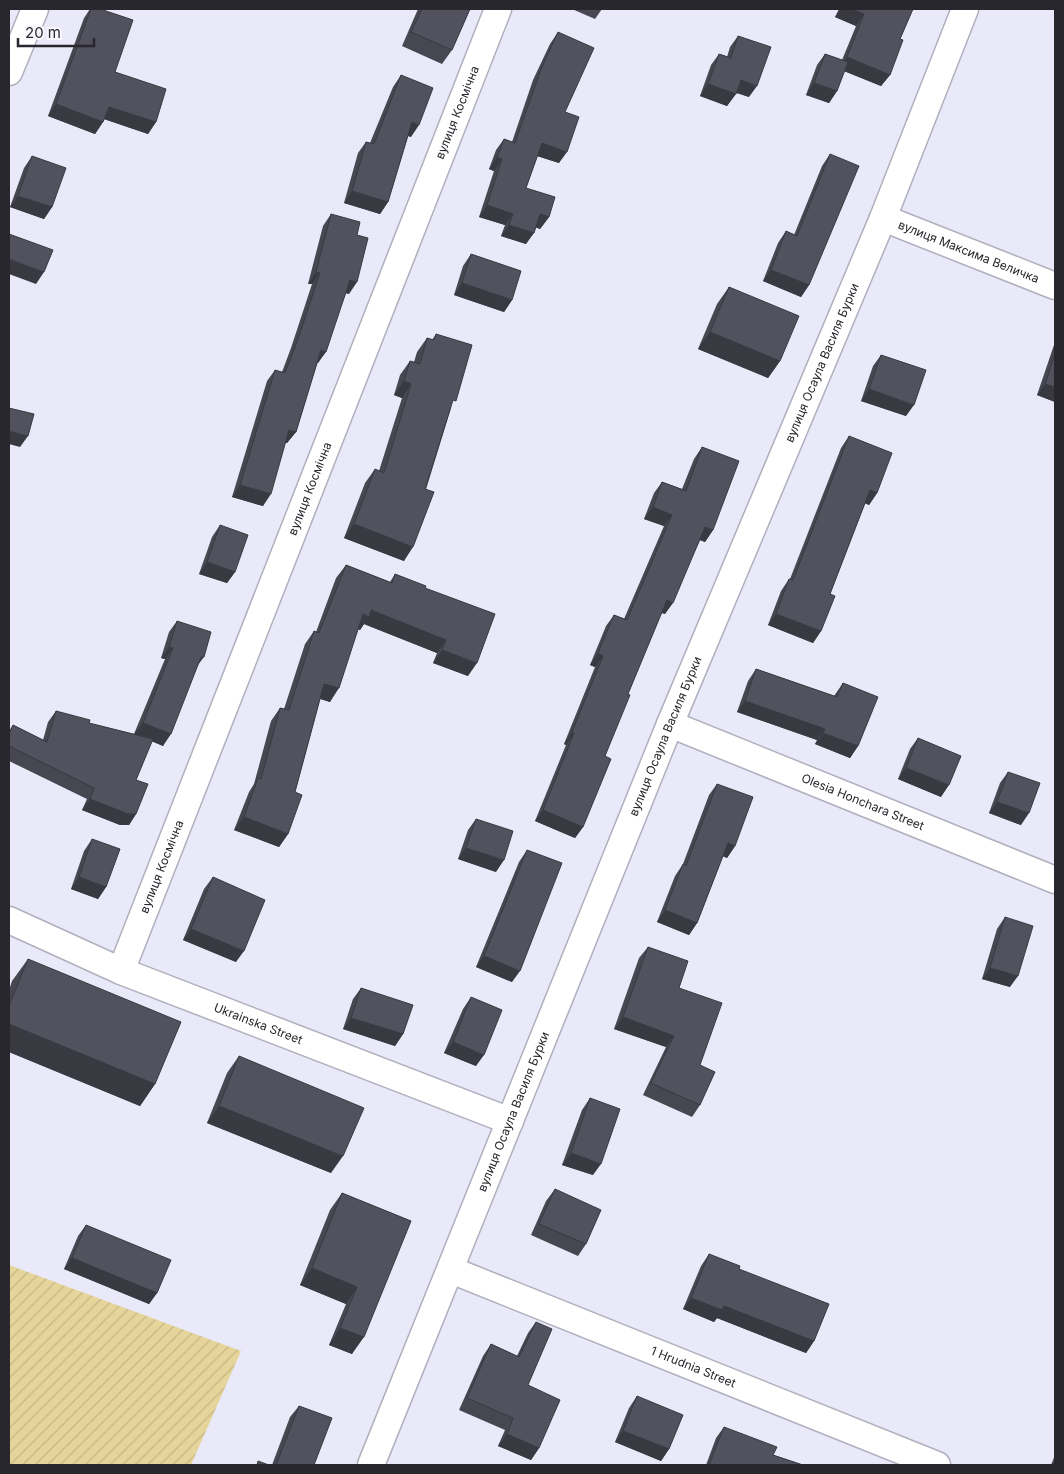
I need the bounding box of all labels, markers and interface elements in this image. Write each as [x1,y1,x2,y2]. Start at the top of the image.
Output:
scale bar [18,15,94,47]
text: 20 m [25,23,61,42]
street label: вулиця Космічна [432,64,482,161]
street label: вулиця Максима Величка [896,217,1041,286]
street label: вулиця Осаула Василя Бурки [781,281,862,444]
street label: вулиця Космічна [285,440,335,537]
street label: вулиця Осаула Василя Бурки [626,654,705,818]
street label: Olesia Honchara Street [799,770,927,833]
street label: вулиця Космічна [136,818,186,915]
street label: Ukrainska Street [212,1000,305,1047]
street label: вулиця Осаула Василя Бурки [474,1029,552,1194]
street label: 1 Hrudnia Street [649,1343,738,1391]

----------------

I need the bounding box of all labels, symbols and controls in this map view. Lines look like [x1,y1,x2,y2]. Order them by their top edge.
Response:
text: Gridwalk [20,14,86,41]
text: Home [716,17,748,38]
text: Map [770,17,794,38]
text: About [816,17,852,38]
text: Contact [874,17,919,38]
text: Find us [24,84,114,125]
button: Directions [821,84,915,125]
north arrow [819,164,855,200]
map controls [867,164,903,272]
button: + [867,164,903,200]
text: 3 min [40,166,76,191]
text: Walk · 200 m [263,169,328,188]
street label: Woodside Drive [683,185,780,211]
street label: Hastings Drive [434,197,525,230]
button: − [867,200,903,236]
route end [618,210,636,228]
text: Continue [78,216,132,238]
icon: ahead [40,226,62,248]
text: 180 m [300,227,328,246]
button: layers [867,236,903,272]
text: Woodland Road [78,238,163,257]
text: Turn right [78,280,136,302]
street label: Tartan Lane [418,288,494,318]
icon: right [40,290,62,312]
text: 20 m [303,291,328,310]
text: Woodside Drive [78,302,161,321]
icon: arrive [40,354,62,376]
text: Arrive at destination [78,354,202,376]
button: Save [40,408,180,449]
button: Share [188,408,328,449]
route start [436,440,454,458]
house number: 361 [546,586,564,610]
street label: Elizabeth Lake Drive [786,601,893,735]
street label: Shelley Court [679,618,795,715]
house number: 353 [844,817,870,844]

----------------

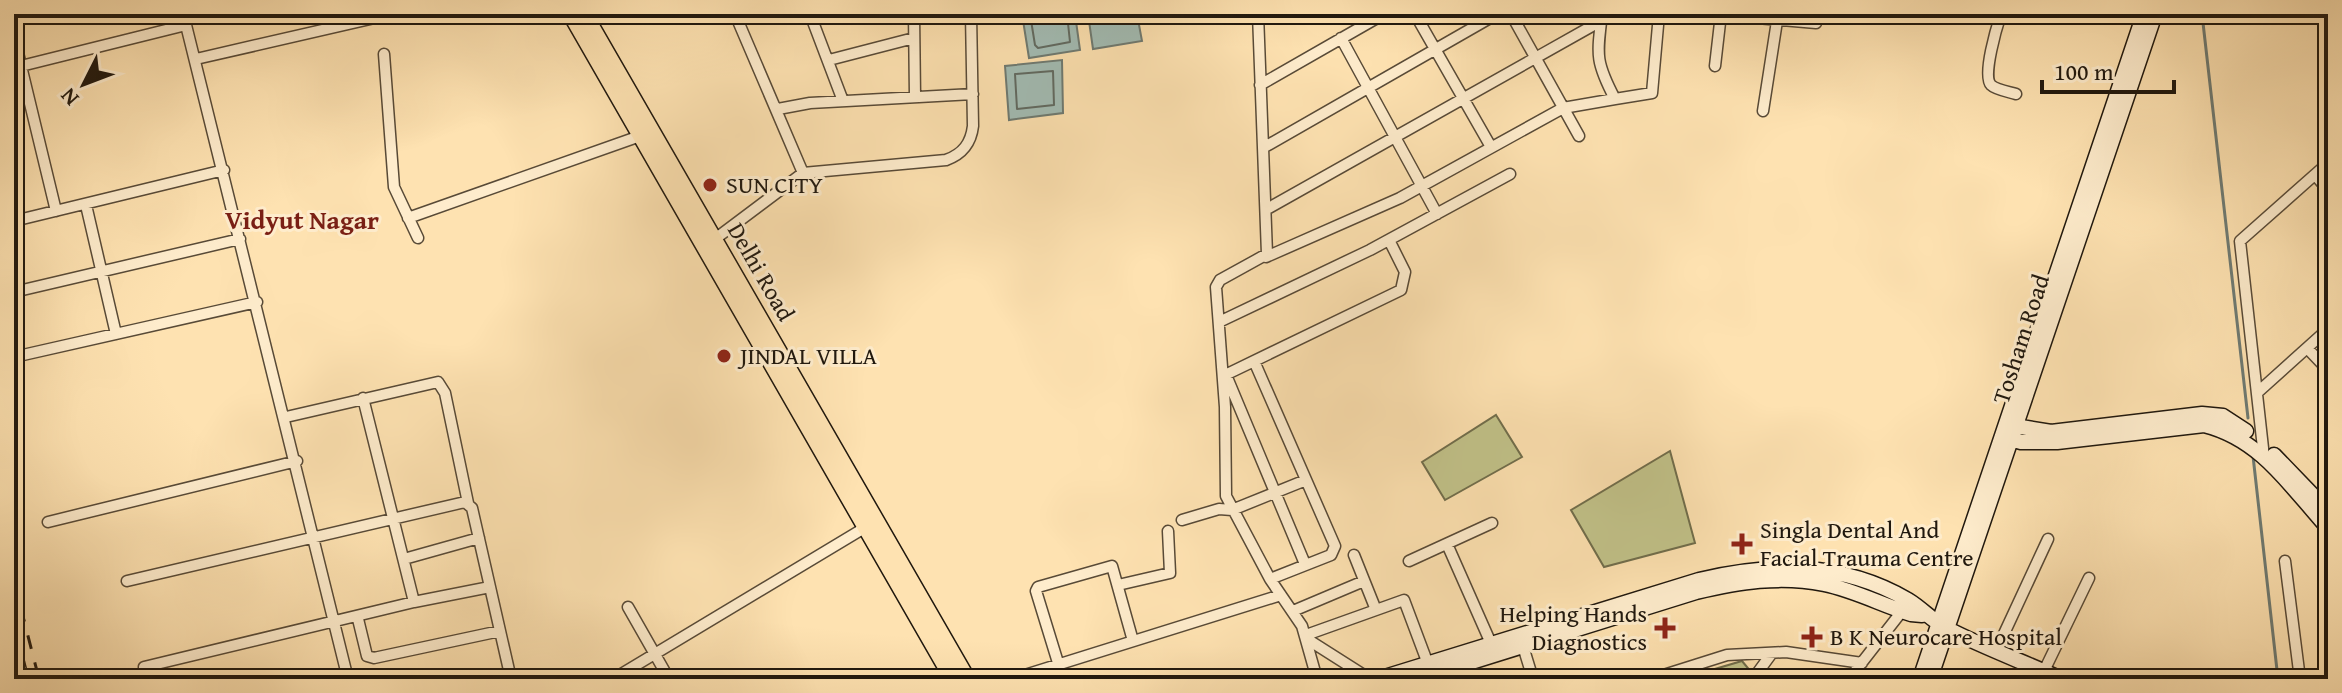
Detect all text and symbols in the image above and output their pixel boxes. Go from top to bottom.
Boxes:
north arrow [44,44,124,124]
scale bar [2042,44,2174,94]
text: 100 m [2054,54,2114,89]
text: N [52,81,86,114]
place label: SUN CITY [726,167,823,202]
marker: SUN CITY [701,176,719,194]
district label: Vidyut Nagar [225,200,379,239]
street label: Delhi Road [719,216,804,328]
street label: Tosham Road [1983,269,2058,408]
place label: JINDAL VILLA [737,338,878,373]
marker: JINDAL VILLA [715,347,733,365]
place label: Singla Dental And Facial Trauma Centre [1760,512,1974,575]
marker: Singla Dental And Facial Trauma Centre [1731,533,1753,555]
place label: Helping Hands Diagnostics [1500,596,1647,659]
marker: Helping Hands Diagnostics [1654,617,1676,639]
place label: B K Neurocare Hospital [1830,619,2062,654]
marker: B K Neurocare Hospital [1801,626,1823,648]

----------------

Work to complete — Show all lines in the preceding material that have "bounding" in them.

Task answer —
I need the bounding box of all labels, markers and interface elements in this image. Write each as [x1,y1,x2,y2]. Start at the top of the image.
I need the bounding box of all labels, symbols and controls in this map view. Lines look like [x1,y1,x2,y2]. Order them by their top edge.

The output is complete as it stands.